(Stored dataset items)
━━━━━━━━━━

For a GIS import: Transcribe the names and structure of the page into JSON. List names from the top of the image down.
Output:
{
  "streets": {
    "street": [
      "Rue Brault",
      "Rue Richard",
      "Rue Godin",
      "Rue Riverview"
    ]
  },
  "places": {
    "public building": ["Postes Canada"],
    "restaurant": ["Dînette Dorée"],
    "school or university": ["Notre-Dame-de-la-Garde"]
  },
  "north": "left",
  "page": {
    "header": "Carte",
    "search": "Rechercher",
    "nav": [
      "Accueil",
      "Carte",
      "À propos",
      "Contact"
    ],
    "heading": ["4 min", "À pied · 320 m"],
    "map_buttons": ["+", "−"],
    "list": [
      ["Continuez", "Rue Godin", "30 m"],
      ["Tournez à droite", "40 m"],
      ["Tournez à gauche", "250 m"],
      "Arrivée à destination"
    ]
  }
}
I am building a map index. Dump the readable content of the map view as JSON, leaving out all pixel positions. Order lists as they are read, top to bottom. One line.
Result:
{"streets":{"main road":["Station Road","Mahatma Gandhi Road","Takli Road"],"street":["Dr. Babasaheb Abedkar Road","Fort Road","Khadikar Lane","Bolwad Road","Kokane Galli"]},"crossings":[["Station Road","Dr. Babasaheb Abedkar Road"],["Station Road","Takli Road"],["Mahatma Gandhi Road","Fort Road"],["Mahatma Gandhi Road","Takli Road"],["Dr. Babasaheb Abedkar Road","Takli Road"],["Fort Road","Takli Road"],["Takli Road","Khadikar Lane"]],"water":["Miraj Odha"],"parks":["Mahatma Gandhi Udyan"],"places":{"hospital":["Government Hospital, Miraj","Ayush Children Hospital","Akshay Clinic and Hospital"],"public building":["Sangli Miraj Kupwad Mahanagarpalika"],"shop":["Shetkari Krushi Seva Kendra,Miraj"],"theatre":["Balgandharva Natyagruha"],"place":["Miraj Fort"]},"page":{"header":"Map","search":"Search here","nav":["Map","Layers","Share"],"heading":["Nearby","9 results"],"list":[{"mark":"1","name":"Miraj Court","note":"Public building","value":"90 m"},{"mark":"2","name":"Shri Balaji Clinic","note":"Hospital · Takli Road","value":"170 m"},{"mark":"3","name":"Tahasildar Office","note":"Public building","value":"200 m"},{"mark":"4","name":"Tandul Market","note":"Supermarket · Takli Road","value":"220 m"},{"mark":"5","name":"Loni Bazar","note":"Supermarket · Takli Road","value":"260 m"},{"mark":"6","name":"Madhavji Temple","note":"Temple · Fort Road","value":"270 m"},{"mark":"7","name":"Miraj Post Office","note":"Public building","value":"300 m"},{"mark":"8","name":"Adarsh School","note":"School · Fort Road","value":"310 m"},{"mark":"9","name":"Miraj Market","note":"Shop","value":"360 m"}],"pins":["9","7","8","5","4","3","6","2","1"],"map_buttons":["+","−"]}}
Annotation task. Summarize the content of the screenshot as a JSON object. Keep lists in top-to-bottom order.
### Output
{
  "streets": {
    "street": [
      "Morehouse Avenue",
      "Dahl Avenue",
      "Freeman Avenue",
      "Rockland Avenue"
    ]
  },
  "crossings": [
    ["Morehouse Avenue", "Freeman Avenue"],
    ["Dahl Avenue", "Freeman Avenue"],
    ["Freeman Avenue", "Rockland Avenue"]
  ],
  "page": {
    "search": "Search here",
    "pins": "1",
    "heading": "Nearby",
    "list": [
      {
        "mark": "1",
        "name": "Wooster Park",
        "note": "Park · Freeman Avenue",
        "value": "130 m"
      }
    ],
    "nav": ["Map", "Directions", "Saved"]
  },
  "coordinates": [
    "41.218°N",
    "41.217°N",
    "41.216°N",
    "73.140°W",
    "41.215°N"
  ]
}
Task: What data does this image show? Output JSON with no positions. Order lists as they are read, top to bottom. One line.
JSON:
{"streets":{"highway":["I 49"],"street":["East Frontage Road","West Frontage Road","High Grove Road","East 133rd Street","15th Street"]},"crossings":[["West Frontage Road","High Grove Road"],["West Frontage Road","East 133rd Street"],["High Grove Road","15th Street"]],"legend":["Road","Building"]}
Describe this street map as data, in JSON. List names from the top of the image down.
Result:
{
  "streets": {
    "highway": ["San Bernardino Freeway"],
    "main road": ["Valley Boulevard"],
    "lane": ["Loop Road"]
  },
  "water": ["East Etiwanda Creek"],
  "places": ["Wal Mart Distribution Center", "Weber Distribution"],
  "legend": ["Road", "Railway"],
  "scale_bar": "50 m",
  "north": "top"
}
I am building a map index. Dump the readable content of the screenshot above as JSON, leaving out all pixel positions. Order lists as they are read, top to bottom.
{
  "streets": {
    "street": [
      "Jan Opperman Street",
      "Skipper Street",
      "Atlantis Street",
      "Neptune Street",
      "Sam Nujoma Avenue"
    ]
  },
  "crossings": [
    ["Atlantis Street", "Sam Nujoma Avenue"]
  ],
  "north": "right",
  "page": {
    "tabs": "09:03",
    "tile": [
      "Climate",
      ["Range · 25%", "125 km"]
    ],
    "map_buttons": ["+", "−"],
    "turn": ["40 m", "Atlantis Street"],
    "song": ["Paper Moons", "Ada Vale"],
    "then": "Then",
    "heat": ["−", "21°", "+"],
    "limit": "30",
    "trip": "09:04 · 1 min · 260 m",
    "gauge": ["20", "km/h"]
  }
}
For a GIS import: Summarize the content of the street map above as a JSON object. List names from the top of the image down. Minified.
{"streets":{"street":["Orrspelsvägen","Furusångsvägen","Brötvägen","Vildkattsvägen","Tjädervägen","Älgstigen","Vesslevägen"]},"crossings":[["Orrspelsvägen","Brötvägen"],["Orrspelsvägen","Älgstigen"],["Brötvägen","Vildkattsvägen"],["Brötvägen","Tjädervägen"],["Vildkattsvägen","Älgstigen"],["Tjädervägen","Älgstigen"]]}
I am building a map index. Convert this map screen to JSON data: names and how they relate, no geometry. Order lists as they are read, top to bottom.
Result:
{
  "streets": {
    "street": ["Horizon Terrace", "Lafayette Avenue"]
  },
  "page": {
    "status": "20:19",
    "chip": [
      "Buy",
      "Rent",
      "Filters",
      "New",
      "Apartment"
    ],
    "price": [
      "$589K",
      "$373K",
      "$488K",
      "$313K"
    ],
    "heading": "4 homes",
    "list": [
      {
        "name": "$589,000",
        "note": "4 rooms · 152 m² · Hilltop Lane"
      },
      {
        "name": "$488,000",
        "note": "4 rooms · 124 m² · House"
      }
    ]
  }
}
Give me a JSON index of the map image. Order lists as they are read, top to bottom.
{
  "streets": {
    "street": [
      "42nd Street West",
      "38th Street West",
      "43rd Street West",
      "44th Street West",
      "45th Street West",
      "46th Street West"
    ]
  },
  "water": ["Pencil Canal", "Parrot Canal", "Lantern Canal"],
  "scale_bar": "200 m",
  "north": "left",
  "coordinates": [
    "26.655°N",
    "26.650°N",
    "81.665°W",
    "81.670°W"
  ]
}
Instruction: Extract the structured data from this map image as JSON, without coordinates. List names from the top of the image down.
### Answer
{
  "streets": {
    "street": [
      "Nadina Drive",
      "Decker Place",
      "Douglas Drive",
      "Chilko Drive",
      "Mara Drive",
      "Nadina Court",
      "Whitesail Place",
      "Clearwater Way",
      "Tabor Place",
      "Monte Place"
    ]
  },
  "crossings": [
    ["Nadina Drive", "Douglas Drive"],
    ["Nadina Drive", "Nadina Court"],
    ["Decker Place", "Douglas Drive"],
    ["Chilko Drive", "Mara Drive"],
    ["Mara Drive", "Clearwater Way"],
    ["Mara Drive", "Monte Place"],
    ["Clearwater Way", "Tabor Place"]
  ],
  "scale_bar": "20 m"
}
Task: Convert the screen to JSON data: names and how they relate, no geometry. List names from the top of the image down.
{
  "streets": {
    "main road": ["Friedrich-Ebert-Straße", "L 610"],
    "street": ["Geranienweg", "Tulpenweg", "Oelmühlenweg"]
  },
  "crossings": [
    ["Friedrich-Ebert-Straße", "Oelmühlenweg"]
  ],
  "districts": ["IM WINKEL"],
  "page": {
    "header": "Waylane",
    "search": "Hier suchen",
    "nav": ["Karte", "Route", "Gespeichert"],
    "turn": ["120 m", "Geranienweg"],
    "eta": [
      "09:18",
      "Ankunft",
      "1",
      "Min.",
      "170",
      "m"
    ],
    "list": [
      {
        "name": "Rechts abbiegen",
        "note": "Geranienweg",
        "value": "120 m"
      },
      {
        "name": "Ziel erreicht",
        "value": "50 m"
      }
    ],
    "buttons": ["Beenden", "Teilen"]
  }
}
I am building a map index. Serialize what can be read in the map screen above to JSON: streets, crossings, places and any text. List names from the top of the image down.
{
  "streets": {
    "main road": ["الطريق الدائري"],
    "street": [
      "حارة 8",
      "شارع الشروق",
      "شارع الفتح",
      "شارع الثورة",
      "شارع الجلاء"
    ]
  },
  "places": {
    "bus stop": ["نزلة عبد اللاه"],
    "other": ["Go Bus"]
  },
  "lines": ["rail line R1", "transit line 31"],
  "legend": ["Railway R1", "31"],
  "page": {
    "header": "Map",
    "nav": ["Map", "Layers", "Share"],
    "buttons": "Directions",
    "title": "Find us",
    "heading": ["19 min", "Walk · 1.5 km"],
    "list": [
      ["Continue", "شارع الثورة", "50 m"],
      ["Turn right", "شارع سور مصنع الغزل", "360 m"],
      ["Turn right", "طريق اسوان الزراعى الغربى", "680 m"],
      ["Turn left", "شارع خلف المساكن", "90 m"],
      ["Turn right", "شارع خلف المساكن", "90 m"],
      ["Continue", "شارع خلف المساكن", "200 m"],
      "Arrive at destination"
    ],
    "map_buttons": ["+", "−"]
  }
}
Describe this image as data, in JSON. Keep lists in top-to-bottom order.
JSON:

━━━━━━━━━━

## [Assignment]
Your task is to gather all lines from the entries above that hold the word "Keep".

## [Response area]
Annotation task. Summarize the content of the screenshot as a JSON object. Keep lists in top-to-bottom order.
Describe this image as data, in JSON. Keep lists in top-to-bottom order.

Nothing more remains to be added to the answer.